Task to carry out ▸
Beginning at the line that includes "Instruction: Dump the" in the entries below, print each line exactly as it appears, through the last one.

Material for this exercise ▸
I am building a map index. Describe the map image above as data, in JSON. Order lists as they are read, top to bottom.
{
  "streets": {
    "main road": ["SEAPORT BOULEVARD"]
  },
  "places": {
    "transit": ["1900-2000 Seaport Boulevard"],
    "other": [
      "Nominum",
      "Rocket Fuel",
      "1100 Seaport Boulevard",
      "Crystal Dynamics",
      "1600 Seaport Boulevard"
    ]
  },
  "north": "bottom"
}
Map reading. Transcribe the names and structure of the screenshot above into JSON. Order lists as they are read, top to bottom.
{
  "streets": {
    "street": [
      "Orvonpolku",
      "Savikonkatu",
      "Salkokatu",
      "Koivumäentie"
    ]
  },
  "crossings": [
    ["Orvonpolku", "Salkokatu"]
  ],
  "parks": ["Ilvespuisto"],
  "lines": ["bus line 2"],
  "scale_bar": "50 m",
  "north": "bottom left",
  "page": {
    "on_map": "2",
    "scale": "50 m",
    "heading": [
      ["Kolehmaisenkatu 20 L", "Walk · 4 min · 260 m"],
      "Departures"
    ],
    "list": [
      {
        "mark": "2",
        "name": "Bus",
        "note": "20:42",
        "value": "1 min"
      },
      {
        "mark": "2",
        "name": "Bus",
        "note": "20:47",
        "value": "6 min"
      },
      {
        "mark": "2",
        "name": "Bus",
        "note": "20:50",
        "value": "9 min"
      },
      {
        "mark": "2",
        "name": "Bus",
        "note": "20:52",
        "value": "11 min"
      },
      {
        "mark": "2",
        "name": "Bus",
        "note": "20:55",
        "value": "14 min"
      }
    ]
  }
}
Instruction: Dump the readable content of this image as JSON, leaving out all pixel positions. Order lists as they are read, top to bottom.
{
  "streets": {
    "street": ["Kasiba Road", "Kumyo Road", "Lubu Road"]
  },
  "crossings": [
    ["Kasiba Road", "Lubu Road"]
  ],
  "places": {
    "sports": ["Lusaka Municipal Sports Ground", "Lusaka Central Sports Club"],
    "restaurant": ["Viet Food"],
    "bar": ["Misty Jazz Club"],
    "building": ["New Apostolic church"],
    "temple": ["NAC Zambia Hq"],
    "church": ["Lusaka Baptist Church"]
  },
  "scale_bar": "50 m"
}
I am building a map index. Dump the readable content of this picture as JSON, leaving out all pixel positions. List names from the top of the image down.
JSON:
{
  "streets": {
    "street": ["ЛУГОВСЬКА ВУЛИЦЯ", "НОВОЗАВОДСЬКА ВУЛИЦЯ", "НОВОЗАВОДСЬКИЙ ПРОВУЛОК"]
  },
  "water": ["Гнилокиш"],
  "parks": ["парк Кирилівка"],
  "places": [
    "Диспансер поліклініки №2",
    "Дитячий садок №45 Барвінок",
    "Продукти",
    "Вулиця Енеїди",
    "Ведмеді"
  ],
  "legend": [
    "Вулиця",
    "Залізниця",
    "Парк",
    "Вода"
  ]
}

Your response ▸
Instruction: Dump the readable content of this image as JSON, leaving out all pixel positions. Order lists as they are read, top to bottom.
{
  "streets": {
    "street": ["Kasiba Road", "Kumyo Road", "Lubu Road"]
  },
  "crossings": [
    ["Kasiba Road", "Lubu Road"]
  ],
  "places": {
    "sports": ["Lusaka Municipal Sports Ground", "Lusaka Central Sports Club"],
    "restaurant": ["Viet Food"],
    "bar": ["Misty Jazz Club"],
    "building": ["New Apostolic church"],
    "temple": ["NAC Zambia Hq"],
    "church": ["Lusaka Baptist Church"]
  },
  "scale_bar": "50 m"
}
I am building a map index. Dump the readable content of this picture as JSON, leaving out all pixel positions. List names from the top of the image down.
JSON:
{
  "streets": {
    "street": ["ЛУГОВСЬКА ВУЛИЦЯ", "НОВОЗАВОДСЬКА ВУЛИЦЯ", "НОВОЗАВОДСЬКИЙ ПРОВУЛОК"]
  },
  "water": ["Гнилокиш"],
  "parks": ["парк Кирилівка"],
  "places": [
    "Диспансер поліклініки №2",
    "Дитячий садок №45 Барвінок",
    "Продукти",
    "Вулиця Енеїди",
    "Ведмеді"
  ],
  "legend": [
    "Вулиця",
    "Залізниця",
    "Парк",
    "Вода"
  ]
}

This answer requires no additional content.